Now the problem is still coming, the architecture at this timeNamenode is a stand-alone. The function of secondnamenode is only to merge namenode
fsimageFile. If namenode is hung, the client cannot request it, and all requests need to go to namenode, which makes the whole HDFS cluster unavailable.
So we need to ensure that namenode is highly available. Generally now we will passZookeeperTo achieve. The architecture is as follows:
The primary and secondary namenodes need to keep the metadata information consistent (because if the primary namenode is hung, the secondary namenode needs to be on top, and the secondary namenode needs to have the information of the primary namenode).
Therefore, shared edits is introduced to realize synchronization between master and slave namenodes. Shared edits is also calledJournalNode。 In fact, if the main namenode has information to update metadata, its
editlogIt will write to the journal node, read the change information from the namenode in the journal node, and then synchronize. The function of secondnamenode mentioned above is also implemented from namenode (merge editlog and fsimage)
- Namenode needs to process client requests, which is where metadata is stored
- The metadata operations of namenode are all in memory, and the addition and deletion will be changed to
editlogPersistent to hard disk (not too slow due to sequential IO)
editlogThere may be too large a problem, causing the restart of namenode to be too slow (because it depends on
editlogTo recover the data), which leads to
fsimageMemory snapshot. Need to run a scheduled task to merge
editlogThat leads to
- Because namenode is a single machine, there may be a single machine failure. Therefore, we can maintain the master-slave namenode through zookeeper, and achieve the consistency of master-slave namenode metadata through journal node (share edits). Finally, the high availability of namenode is realized.
As we know from the above, our data is stored on the datanode (and backed up).
If a datanode is disconnected, how does HDFS know?
When datanode is started, it will go to namenode to register, and they will maintainheartbeat, if the heartbeat of the datanode is not received when the time threshold is exceeded, HDFS considers the datanode to be hung.
There is another problem: if we save the block to the datanode, it is still possible for the disk of the datanodeDamaged part, and our datanode is not offline, but we do not know it is damaged.
In addition to the data itself, a block also stores a metadata (including the length of the data block, the check sum of the block data, and the time stamp). Datanode will stillregularReport all the current block information to namenode throughThe metadata can verify whether the current block is in normal state。
In fact, when you study HDFS, you will find that many ideas are similar to those you have learned before. For example, Kafka and elastic search are commonly used distributed components.
If you do not know Kafka, Elasticsearch, Zookeeper, Redis, etc., you can find the corresponding articles in my GitHub or official account. I think it is fairly easy to understand.
Another day, I will integrate the persistence features of these frameworks and write another one (because it can be found that their persistence mechanisms are very similar)

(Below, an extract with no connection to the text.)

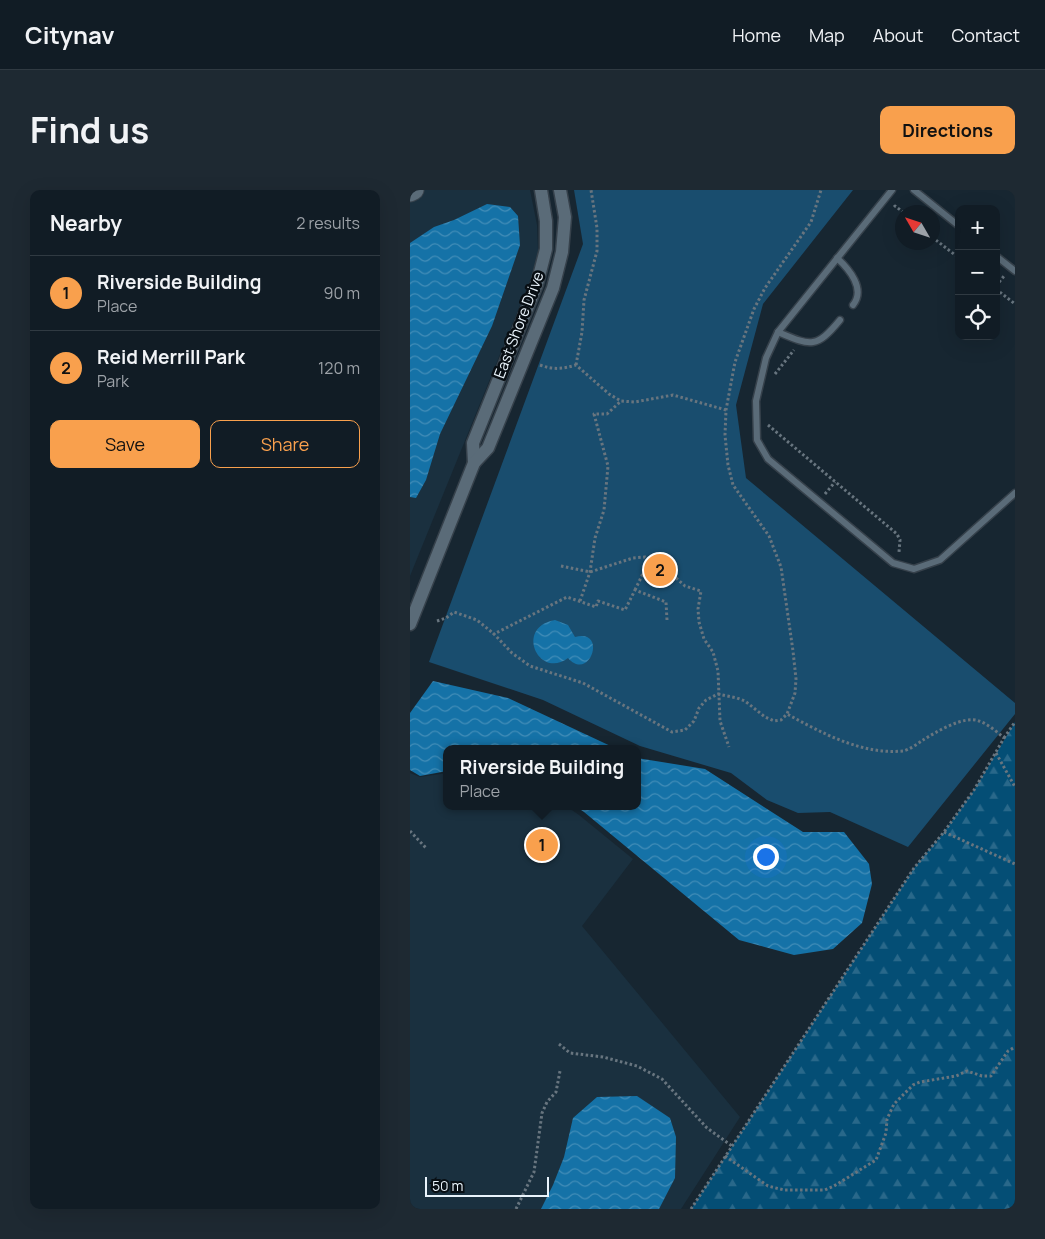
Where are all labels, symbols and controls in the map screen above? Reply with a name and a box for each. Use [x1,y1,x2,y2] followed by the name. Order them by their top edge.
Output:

If there is no accident in the next article, MapReduce will be written,Thank you for seeing this。
- HDFS comics
- Learning big data from scratch – Li Zhizhi
If you want toreal timePay close attention to my updated articles and the dry cargo I share, so I can pay attention to my official account.Java3y」。
- 🔥Java beautiful brain map
- 🔥Java learning path
- 🔥Develop common tools
Reply under official account number “888You can get it!!
This has been included in my GitHub selected articles. Welcome to star：https://github.com/ZhongFuCheng3y/3y
Ask for praise Seeking attention Seeking to share A kind of Asking for messages A kind ofFor me, reallyVery useful！！！